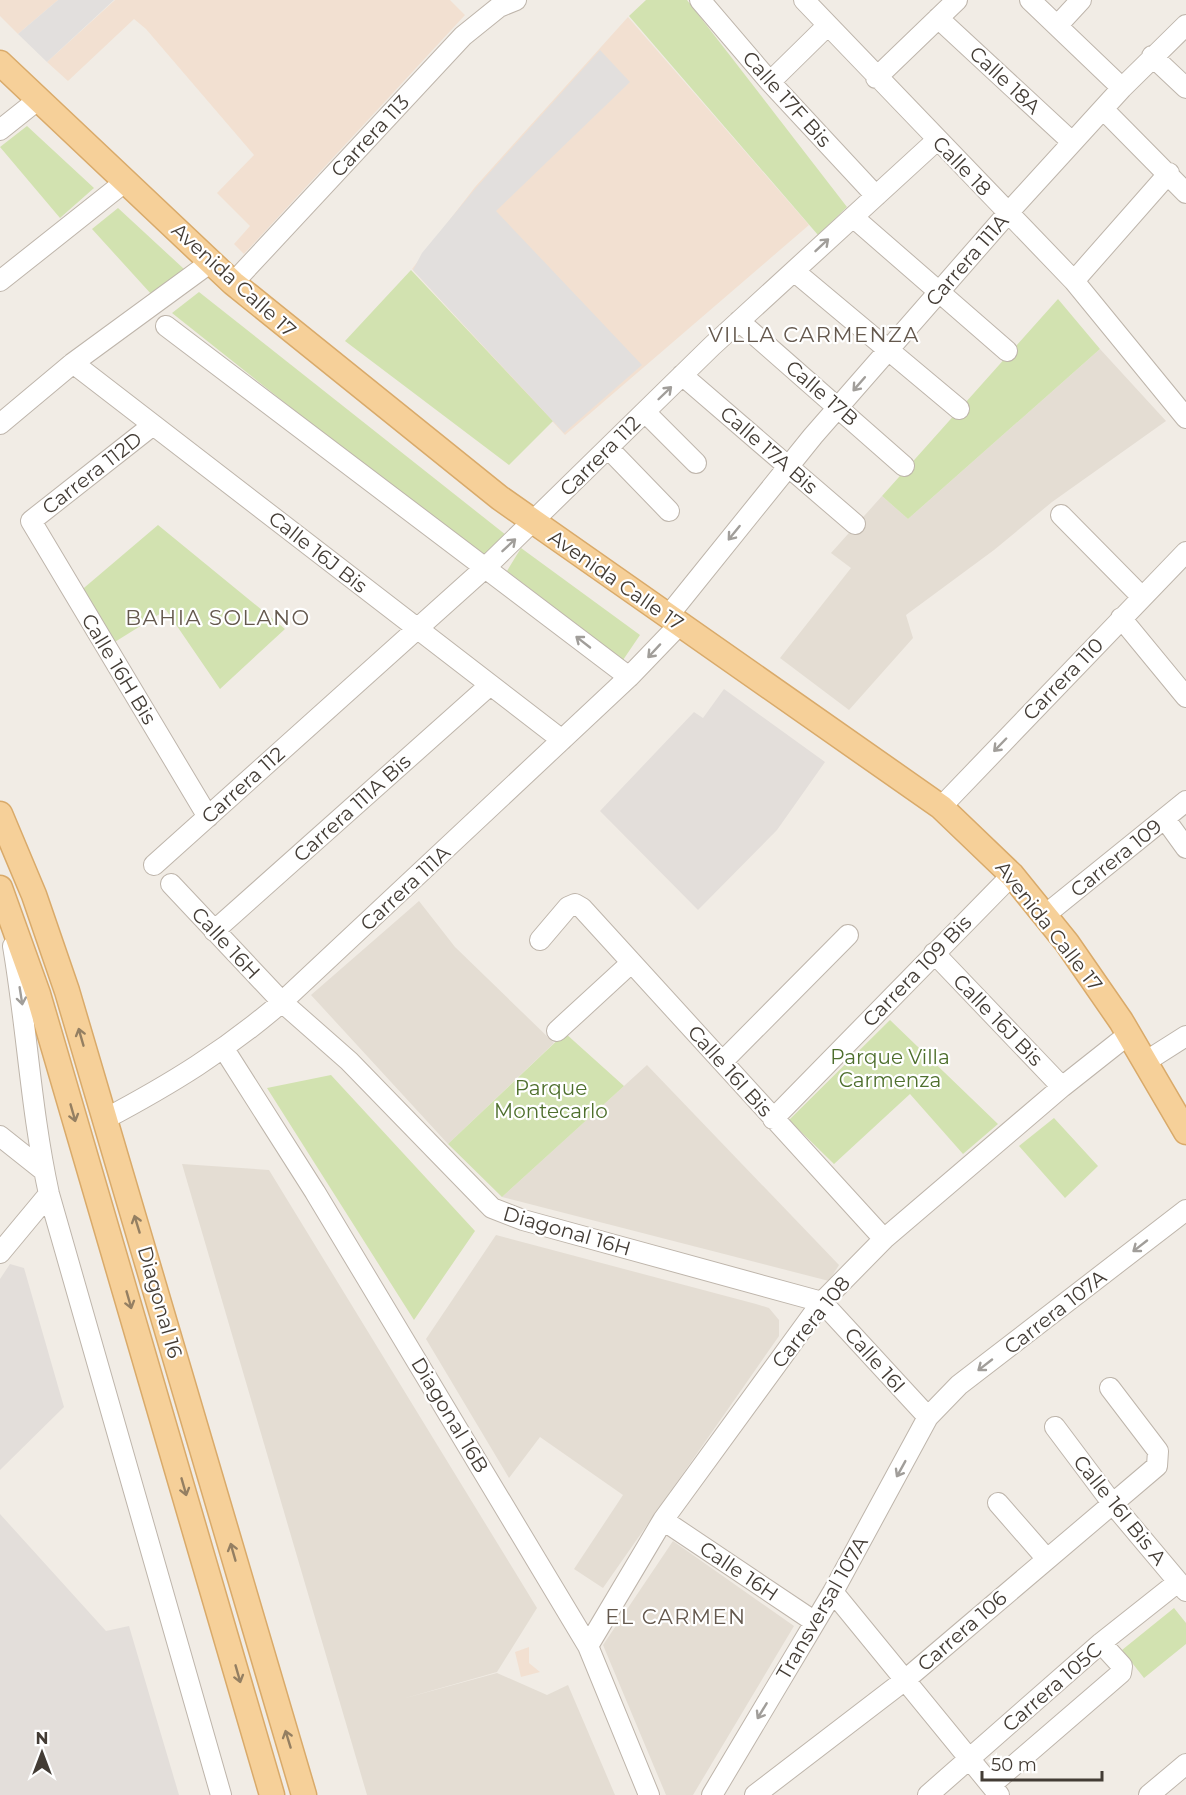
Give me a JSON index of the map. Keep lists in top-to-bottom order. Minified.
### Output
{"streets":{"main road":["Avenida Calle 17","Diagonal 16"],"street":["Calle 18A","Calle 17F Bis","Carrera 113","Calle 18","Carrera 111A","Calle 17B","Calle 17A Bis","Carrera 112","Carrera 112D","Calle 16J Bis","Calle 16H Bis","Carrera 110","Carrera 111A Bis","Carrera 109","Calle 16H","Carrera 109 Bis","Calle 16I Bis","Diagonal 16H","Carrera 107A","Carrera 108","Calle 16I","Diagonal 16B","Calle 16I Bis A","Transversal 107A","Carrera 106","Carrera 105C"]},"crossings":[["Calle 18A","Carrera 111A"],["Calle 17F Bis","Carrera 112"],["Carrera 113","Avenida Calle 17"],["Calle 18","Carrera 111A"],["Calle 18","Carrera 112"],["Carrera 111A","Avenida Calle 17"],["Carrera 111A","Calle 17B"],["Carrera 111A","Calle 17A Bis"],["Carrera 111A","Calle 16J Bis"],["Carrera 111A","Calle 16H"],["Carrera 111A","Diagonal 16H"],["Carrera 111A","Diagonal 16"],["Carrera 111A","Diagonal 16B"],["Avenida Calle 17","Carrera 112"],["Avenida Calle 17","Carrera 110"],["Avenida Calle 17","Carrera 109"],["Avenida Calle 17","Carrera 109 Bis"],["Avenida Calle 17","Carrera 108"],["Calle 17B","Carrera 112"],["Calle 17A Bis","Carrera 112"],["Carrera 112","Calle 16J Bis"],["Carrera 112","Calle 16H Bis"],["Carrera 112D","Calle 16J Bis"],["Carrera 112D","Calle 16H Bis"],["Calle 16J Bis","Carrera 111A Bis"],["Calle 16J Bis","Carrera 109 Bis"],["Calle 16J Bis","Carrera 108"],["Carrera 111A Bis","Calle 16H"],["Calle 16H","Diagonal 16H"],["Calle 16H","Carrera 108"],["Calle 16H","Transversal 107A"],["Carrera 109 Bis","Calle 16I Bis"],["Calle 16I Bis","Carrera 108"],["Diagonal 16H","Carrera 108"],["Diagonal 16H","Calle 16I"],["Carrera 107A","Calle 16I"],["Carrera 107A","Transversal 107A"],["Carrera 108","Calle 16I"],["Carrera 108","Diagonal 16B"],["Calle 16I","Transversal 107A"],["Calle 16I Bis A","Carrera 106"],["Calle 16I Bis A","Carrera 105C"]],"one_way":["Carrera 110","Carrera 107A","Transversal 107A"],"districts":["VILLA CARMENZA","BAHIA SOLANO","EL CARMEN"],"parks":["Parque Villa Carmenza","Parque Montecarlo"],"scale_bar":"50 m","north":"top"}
==
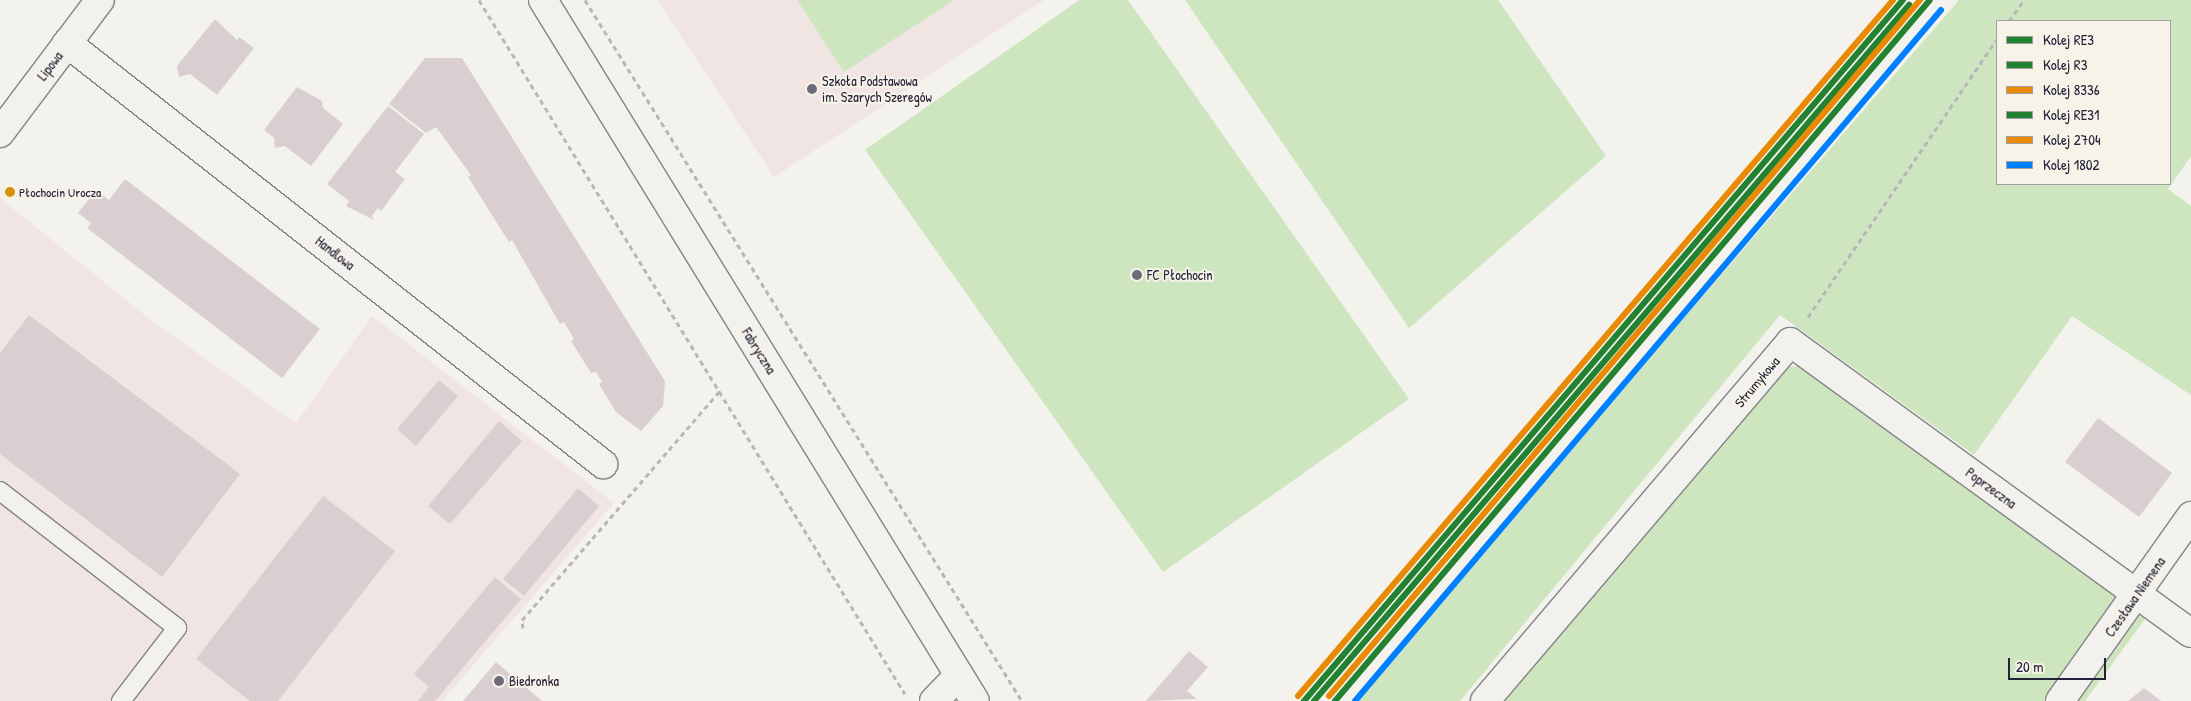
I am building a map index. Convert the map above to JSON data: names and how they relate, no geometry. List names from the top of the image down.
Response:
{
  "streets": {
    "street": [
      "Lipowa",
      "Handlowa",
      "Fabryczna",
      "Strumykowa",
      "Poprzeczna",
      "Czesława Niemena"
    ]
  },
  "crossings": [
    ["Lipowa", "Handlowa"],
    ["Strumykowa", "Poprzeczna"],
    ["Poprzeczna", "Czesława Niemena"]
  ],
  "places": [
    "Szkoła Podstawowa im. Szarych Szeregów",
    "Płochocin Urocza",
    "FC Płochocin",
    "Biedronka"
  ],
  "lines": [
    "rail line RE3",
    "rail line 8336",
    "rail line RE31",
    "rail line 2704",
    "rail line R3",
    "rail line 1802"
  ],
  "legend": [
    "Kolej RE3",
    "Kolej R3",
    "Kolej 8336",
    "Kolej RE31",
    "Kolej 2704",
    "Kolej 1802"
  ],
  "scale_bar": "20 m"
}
--
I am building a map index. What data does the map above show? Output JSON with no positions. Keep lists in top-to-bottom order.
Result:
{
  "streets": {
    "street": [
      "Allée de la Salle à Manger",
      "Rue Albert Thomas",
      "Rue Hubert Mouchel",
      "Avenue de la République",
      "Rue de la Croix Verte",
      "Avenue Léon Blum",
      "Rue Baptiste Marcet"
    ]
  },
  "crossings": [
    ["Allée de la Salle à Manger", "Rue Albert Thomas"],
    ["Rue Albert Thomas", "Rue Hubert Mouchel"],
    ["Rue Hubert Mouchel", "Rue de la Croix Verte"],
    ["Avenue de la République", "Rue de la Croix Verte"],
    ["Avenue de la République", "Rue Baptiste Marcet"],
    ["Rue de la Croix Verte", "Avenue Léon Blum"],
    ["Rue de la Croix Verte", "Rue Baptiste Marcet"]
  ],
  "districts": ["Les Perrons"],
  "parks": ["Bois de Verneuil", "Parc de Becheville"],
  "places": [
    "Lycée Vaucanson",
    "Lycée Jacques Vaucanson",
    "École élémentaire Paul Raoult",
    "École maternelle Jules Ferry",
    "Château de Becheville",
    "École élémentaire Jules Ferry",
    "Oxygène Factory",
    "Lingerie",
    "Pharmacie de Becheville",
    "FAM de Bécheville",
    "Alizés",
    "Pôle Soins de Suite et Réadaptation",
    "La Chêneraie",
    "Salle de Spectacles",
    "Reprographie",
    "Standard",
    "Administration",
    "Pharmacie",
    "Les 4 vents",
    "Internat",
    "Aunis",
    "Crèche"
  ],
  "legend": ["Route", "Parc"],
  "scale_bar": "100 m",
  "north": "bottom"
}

[Problem requirements]
Where a line of the material holds the word "lists", copy that line.

[Solution below]
Give me a JSON index of the map. Keep lists in top-to-bottom order. Minified.
I am building a map index. What data does the map above show? Output JSON with no positions. Keep lists in top-to-bottom order.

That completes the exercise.